═════ The data ═════

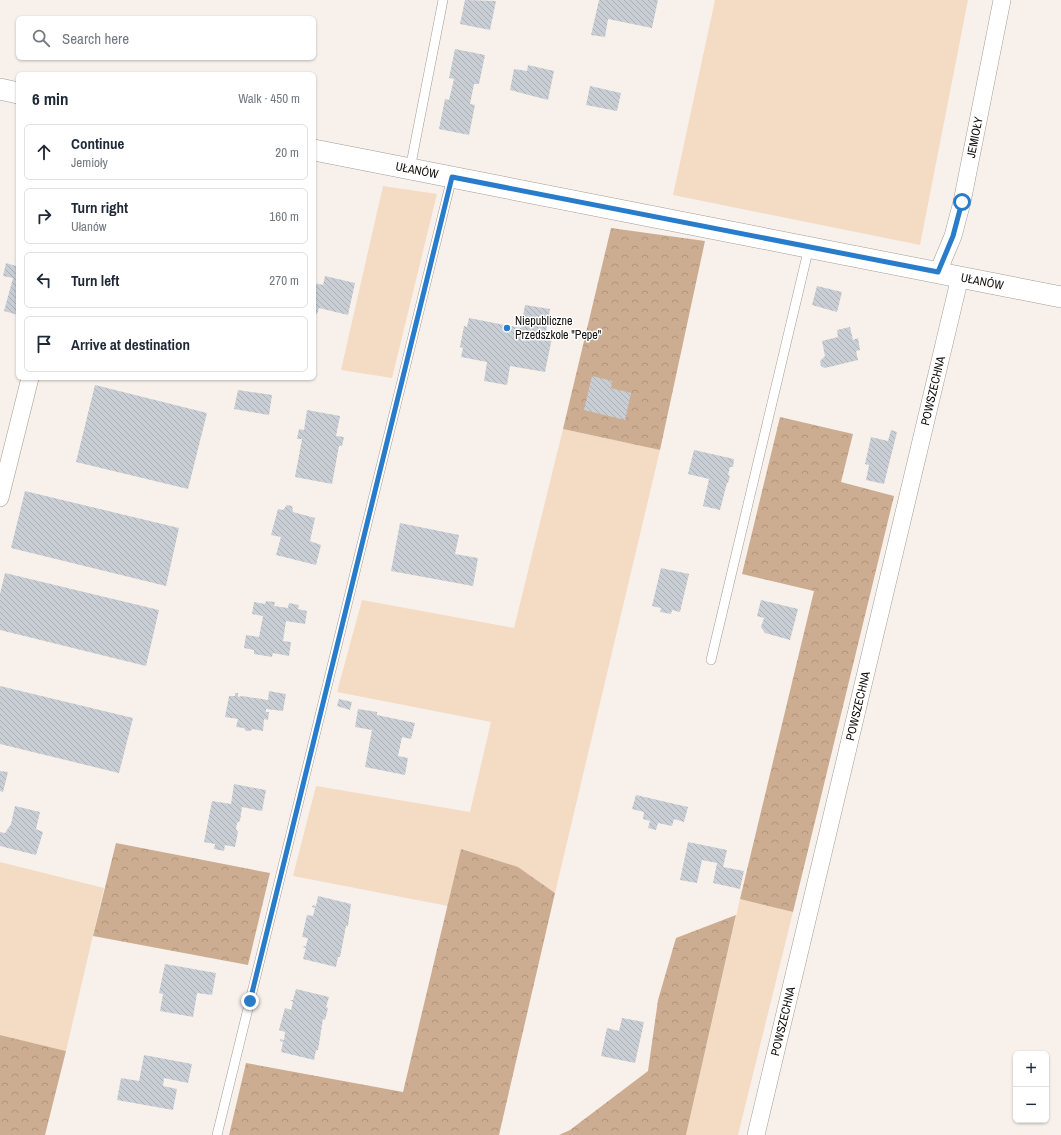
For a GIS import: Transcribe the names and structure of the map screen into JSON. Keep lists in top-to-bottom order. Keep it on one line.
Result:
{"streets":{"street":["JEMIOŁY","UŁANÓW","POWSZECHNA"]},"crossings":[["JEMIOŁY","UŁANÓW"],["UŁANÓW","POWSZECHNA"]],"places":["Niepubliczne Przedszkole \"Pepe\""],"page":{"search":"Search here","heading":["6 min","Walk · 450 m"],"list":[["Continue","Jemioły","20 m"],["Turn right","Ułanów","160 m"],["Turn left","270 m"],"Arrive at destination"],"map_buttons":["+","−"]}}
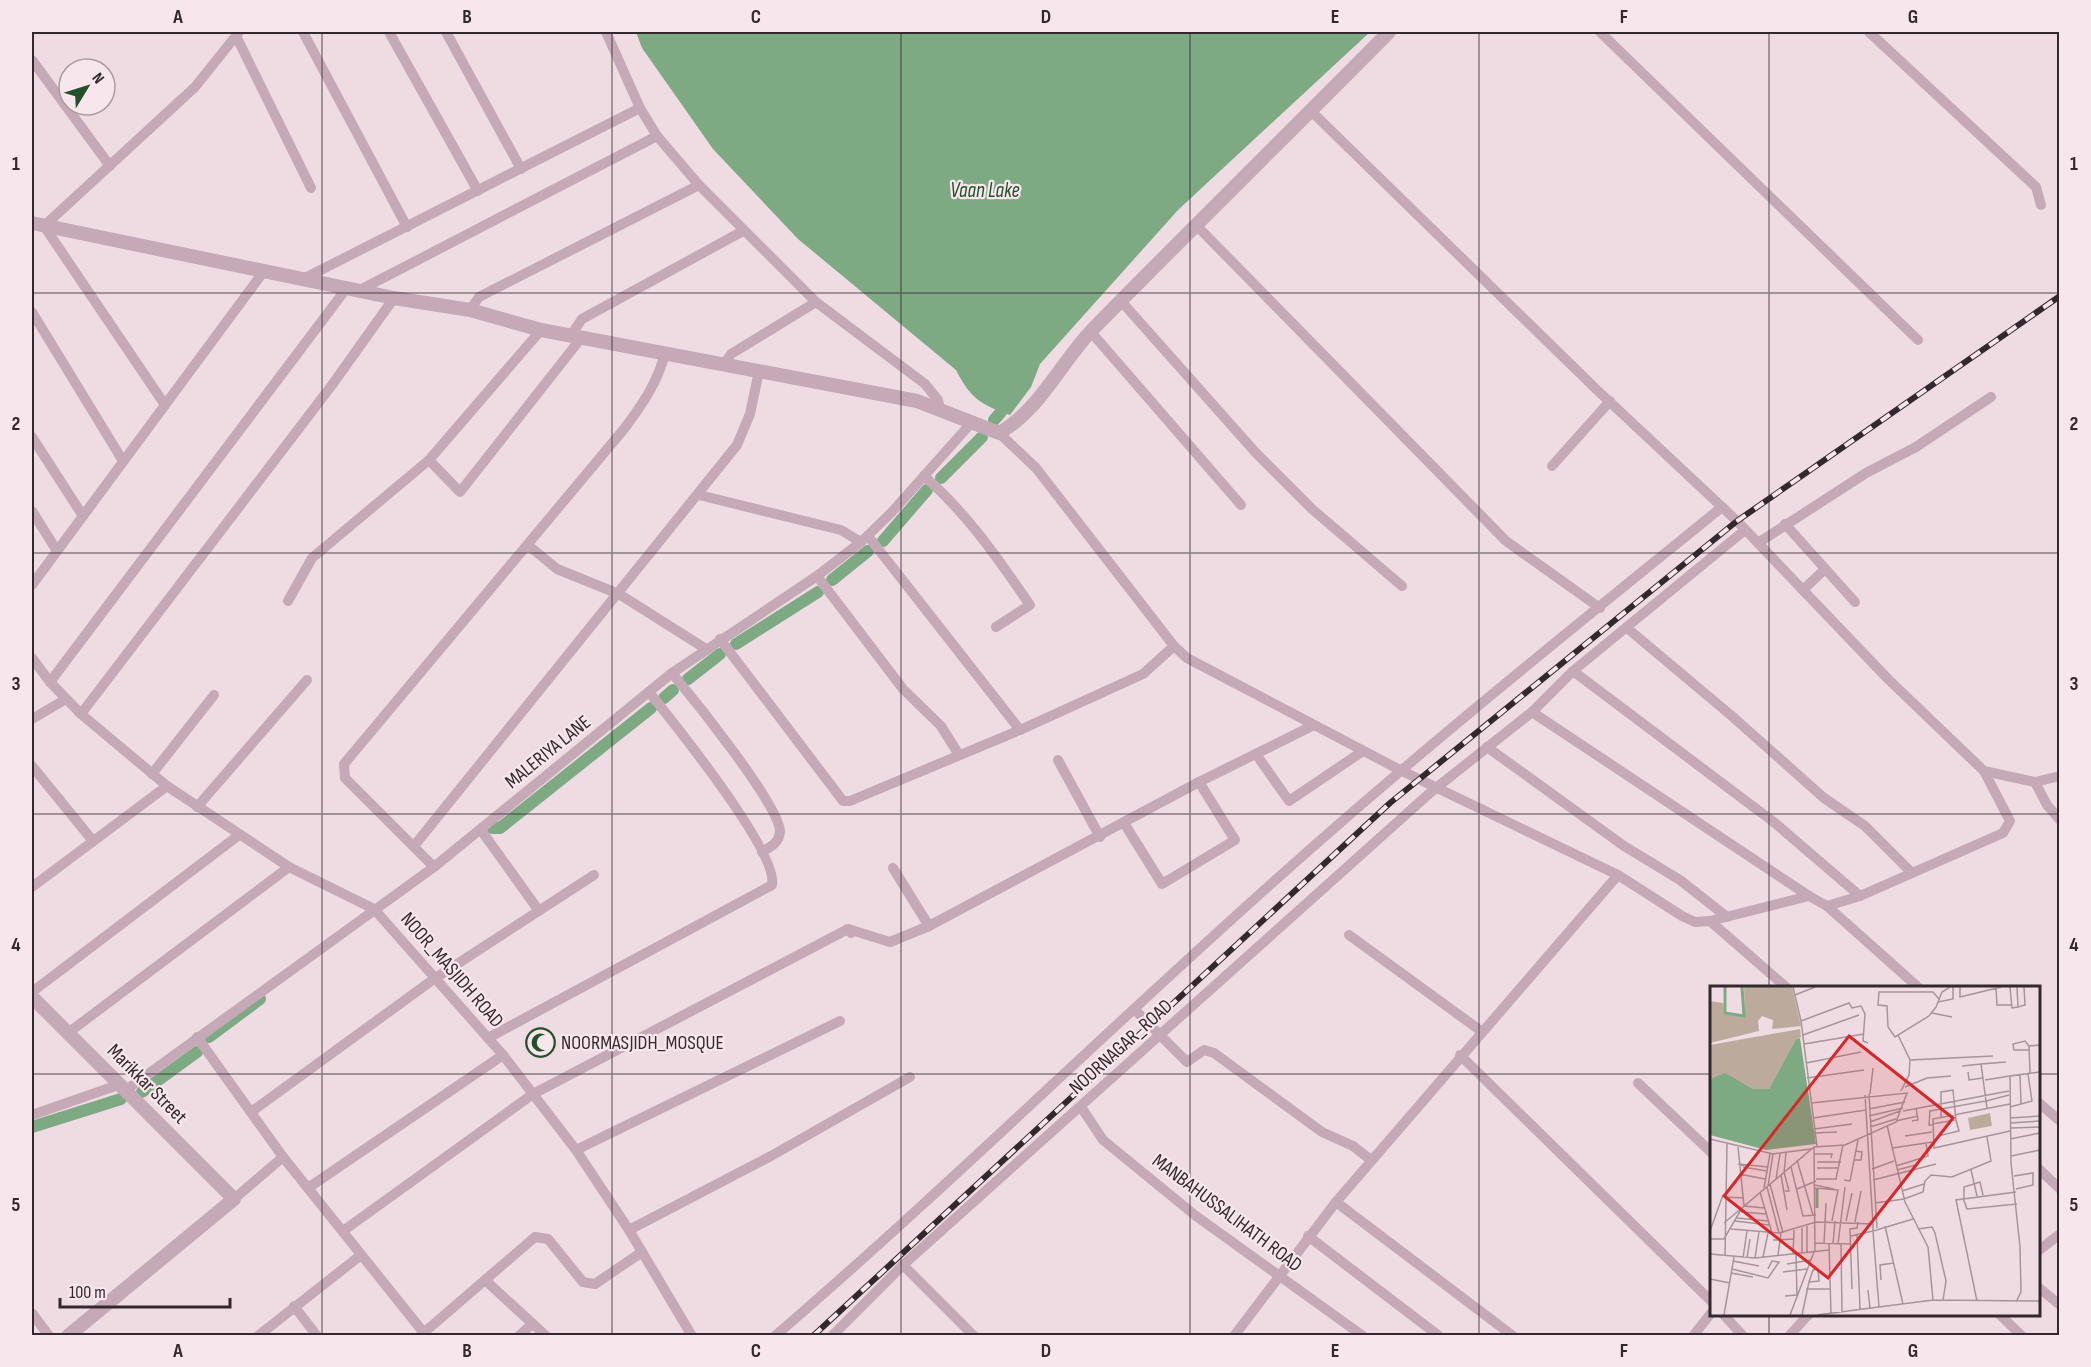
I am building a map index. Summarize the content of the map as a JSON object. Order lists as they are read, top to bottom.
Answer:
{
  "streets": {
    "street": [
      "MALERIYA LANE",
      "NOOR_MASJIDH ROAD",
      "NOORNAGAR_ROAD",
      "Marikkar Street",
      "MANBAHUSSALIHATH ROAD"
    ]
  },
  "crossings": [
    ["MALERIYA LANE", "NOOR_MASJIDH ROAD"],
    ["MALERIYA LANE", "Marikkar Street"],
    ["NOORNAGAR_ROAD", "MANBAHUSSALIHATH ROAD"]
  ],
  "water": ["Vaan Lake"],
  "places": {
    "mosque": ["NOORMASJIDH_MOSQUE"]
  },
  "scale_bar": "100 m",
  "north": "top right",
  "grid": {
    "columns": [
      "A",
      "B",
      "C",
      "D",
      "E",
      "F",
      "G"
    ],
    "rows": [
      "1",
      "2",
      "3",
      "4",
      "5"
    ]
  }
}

═════
═════ The data ═════

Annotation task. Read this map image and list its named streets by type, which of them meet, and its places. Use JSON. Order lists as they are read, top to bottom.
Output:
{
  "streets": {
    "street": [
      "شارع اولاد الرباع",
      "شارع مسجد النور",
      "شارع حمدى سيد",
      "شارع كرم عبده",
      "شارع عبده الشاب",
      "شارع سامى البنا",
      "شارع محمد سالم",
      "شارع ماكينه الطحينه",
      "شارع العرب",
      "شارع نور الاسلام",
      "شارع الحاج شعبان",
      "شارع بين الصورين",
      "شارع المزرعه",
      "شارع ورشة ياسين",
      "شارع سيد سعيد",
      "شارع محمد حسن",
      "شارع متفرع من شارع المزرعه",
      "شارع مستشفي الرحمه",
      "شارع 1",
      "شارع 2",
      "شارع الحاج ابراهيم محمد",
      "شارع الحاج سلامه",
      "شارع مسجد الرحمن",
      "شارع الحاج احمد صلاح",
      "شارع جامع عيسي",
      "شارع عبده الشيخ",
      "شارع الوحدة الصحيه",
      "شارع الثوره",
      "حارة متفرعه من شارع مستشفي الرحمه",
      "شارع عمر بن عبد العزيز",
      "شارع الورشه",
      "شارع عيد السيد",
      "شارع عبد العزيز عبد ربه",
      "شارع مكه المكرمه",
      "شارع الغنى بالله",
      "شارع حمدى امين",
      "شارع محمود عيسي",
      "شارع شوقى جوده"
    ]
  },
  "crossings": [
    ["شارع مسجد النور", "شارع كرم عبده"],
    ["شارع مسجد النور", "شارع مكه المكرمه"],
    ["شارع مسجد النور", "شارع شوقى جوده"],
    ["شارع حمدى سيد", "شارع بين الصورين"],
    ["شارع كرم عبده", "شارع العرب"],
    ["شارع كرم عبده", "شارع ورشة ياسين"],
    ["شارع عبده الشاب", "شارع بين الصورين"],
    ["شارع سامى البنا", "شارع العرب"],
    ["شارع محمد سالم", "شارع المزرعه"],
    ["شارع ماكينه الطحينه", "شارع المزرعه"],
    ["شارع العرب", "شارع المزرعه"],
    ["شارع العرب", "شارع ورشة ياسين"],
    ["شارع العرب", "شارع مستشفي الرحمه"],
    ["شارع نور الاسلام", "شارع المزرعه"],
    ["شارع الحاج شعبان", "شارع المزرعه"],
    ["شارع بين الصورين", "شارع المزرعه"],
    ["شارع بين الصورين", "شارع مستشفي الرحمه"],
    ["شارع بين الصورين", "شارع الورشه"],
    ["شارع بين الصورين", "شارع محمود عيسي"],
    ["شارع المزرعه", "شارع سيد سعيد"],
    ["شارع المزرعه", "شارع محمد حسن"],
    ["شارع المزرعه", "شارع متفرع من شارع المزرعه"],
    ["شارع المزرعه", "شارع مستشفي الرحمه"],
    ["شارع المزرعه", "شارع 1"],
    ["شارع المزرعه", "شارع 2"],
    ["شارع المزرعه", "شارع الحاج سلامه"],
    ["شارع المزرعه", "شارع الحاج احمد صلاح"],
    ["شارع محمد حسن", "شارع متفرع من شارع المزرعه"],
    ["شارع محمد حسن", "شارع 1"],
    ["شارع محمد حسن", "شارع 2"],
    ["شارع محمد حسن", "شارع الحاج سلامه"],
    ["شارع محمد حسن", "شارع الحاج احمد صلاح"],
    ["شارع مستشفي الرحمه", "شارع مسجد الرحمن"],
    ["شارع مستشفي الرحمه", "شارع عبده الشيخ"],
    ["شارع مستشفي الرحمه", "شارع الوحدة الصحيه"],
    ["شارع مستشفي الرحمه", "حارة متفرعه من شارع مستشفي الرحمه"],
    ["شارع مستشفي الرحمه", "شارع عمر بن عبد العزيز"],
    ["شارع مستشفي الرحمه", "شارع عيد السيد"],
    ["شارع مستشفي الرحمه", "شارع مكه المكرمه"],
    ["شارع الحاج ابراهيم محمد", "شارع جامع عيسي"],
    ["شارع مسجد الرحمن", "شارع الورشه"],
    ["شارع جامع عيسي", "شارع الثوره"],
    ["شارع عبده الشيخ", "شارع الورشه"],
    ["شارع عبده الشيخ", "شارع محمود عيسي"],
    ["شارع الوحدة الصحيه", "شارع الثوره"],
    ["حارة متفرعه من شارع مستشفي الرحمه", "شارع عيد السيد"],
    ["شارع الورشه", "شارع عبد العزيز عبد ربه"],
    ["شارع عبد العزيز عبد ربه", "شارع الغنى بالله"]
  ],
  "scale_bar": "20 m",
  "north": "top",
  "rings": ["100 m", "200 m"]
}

═════

Identify the lines above that contain the word "they", then copy them.

**Response for this exercise**
I am building a map index. Summarize the content of the map as a JSON object. Order lists as they are read, top to bottom.
Annotation task. Read this map image and list its named streets by type, which of them meet, and its places. Use JSON. Order lists as they are read, top to bottom.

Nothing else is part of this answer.